We know that the same configuration of care will only permit the same functions to be provided.
The pandemic contingency catalyzed care structural change and allowed healthcare to perform different functions.
Are we using this experience to transform healthcare or choosing to ignore the need for change or prepare for transformation?
Many still insist on the past solutions, promising more funding, hospitals, or doctors, without understanding that the current model is approaching obsolescence.
It is at this point that managers need lead health systems to change configuration and perform complex functions, like people centered.
The health system is typically dominated by:
healthcare traditional providers: hospitals, primary care centers, clinics, etc
pharma and medical devices industry
These two have been evolving in developing precision medicine and risk-sharing contracts. Hospitals also understand that they need to break their walls and increase proximity to patients and communities. Namely to solve problems in provider-patient transitions.

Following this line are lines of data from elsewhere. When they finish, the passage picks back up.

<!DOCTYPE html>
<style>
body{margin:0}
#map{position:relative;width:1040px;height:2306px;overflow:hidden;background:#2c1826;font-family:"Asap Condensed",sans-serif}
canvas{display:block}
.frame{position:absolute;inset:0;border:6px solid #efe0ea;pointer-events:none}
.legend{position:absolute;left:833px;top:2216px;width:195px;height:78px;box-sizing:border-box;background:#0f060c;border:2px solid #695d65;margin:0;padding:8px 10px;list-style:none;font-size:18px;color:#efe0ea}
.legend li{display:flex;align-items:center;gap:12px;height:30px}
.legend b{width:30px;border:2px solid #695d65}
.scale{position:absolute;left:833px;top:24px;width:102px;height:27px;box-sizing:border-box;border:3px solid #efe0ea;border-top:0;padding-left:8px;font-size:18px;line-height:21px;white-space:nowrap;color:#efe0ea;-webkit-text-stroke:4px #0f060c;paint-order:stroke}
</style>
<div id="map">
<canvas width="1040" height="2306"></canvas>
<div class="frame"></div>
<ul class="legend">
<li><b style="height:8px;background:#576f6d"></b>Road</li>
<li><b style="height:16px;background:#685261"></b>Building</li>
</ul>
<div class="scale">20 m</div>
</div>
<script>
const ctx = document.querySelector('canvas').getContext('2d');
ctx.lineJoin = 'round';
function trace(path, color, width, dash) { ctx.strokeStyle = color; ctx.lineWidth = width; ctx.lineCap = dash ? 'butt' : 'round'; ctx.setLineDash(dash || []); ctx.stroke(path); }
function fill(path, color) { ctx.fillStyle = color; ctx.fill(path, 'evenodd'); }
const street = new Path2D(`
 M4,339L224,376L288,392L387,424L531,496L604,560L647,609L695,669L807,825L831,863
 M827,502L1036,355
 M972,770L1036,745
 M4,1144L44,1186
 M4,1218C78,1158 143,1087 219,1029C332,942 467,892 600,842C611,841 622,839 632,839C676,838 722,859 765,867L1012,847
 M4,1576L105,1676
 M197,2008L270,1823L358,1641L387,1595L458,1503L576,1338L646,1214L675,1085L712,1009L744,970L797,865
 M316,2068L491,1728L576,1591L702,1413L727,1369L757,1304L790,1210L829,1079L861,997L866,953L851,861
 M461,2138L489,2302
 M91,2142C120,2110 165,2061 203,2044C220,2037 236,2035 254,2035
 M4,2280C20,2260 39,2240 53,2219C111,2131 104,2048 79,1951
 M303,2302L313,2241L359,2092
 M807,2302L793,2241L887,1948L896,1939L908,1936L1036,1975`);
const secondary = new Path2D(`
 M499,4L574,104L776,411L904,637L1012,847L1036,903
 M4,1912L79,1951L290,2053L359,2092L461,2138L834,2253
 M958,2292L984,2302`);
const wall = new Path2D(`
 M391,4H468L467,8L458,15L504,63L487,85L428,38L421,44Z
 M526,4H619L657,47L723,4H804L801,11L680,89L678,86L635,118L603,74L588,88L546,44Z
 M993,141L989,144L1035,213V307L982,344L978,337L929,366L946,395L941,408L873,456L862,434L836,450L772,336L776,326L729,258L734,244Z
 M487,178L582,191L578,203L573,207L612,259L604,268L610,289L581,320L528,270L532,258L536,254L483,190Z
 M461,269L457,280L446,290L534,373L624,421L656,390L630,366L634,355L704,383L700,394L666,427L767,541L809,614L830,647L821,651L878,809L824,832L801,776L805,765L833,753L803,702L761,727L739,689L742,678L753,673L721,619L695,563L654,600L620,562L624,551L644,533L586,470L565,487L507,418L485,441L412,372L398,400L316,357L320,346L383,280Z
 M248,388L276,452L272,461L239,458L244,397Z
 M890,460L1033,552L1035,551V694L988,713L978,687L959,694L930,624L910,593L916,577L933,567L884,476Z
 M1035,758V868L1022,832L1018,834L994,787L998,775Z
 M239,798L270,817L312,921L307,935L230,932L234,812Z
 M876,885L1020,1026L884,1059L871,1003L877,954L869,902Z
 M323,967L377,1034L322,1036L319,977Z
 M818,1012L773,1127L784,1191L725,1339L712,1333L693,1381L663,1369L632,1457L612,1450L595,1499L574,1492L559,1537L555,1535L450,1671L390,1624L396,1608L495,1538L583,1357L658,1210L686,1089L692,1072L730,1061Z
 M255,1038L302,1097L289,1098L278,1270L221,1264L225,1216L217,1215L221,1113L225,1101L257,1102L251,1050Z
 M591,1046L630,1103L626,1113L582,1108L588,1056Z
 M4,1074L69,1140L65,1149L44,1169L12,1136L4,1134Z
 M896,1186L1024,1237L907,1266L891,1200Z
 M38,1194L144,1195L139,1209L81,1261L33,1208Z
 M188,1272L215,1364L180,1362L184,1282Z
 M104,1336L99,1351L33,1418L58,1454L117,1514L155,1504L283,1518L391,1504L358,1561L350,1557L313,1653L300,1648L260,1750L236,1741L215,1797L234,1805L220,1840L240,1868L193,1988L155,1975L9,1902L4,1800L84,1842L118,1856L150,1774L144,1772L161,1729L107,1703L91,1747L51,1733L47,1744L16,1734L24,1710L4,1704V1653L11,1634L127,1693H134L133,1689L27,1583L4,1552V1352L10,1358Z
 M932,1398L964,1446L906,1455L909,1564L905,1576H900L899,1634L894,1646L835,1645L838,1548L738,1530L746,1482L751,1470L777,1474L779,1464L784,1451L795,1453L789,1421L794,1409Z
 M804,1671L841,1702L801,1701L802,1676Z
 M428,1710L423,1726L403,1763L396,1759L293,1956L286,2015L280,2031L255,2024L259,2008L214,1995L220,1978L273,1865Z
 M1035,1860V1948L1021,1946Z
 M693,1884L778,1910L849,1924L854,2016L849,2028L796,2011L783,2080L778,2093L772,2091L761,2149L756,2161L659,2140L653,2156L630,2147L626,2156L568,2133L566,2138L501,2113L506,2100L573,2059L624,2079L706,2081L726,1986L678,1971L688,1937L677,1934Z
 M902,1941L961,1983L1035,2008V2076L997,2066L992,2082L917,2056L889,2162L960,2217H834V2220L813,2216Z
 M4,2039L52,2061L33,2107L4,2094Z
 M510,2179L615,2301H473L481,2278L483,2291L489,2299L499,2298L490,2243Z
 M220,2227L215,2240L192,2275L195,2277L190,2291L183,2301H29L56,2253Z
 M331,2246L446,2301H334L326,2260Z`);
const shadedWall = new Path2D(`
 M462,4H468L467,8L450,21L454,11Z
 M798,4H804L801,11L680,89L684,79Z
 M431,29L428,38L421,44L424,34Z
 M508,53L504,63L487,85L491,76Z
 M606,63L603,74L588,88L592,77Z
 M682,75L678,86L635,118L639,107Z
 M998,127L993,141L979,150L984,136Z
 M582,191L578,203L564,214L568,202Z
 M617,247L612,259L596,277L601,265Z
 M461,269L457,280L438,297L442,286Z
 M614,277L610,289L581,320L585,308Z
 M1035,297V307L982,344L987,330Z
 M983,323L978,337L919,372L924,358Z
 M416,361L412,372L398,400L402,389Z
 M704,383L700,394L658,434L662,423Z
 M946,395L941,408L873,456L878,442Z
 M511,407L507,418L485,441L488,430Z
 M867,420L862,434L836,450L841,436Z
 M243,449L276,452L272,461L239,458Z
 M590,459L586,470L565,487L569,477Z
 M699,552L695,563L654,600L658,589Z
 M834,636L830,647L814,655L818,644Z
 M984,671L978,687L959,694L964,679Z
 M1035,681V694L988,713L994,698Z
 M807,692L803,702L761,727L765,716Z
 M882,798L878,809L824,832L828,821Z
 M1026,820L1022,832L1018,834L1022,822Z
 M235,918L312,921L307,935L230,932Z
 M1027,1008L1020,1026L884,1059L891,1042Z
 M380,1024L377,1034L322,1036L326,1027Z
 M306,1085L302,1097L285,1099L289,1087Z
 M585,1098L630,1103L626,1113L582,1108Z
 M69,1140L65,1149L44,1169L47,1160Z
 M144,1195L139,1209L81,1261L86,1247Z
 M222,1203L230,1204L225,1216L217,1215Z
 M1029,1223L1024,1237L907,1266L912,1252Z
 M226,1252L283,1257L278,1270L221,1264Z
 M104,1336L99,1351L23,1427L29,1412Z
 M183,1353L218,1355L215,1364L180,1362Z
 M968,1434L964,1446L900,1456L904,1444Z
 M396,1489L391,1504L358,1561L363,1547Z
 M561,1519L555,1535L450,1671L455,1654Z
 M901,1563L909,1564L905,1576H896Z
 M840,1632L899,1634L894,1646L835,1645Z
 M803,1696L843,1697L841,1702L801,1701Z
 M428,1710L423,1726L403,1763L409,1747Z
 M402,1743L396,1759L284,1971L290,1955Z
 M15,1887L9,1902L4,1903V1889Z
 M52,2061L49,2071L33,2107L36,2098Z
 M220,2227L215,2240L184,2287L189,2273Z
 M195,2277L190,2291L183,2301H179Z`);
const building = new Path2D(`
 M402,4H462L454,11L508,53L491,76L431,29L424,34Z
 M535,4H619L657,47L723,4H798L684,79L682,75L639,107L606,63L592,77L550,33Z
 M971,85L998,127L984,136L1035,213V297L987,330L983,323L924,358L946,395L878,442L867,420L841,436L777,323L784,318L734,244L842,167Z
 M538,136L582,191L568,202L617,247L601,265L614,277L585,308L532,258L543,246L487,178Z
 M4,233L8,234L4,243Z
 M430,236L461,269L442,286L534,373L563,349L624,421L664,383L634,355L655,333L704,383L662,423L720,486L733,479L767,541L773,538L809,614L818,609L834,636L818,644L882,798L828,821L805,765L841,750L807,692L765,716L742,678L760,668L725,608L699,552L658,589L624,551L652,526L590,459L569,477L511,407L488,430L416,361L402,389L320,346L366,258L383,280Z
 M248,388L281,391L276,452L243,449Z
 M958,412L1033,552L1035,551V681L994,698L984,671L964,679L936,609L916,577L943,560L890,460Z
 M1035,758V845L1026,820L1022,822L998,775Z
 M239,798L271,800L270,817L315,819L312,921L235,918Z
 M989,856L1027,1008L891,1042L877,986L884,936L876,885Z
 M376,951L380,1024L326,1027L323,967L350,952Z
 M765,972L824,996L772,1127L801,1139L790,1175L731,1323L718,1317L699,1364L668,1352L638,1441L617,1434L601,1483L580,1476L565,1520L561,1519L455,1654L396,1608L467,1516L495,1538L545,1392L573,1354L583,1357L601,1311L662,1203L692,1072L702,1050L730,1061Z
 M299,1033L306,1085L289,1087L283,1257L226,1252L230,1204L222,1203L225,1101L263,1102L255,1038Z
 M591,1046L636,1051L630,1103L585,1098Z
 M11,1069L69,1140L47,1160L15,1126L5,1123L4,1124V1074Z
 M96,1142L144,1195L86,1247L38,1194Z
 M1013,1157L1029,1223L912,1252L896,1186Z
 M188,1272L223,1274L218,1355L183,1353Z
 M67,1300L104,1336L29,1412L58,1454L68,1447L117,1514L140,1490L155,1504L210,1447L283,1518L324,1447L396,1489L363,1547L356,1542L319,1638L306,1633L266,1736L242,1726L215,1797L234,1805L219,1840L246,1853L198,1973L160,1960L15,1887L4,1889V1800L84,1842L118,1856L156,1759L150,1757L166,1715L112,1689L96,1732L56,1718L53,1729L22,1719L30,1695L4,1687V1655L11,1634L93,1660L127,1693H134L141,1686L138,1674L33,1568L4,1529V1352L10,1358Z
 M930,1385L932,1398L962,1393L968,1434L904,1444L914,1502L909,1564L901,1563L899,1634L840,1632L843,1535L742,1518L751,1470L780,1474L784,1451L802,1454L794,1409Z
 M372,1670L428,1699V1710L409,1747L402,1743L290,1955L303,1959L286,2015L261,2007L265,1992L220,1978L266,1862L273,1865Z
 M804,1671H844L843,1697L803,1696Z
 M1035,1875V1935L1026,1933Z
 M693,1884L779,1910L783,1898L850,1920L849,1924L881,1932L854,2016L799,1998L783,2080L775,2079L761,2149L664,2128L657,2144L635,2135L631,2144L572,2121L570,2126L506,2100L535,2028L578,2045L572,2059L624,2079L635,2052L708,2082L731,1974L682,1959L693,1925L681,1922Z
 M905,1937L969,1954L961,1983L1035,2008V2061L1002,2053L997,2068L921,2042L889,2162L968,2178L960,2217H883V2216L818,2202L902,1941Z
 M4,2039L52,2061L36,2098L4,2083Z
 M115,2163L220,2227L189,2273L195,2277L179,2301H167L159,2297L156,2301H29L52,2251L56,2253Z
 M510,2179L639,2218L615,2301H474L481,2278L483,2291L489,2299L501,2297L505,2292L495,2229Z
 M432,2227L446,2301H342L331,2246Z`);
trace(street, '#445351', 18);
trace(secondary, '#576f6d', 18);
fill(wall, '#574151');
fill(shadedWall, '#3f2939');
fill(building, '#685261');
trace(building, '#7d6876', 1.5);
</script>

A third party is emerging. Primarily as technological partners of legacy providers, pharma, and medical devices industry.
New technological players are primarily influencing the previous two.
We see its influence on Bigdata, remote monitoring, etc. If primarily they rely on conventional providers, they now venture themselves to solo initiatives: remote physical therapy, teleconsultations, etc., disrupting the way care is being provided.
In my opinion, the most significant disruption will come from an alternative player. The individual health providers. The primary technology companies are investing in health prevention. They have the capacity and resources to influence healthcare, as we didn’t see it yet. The ability to detect prediabetes, fever, arrhythmia, and provide meaningful advice.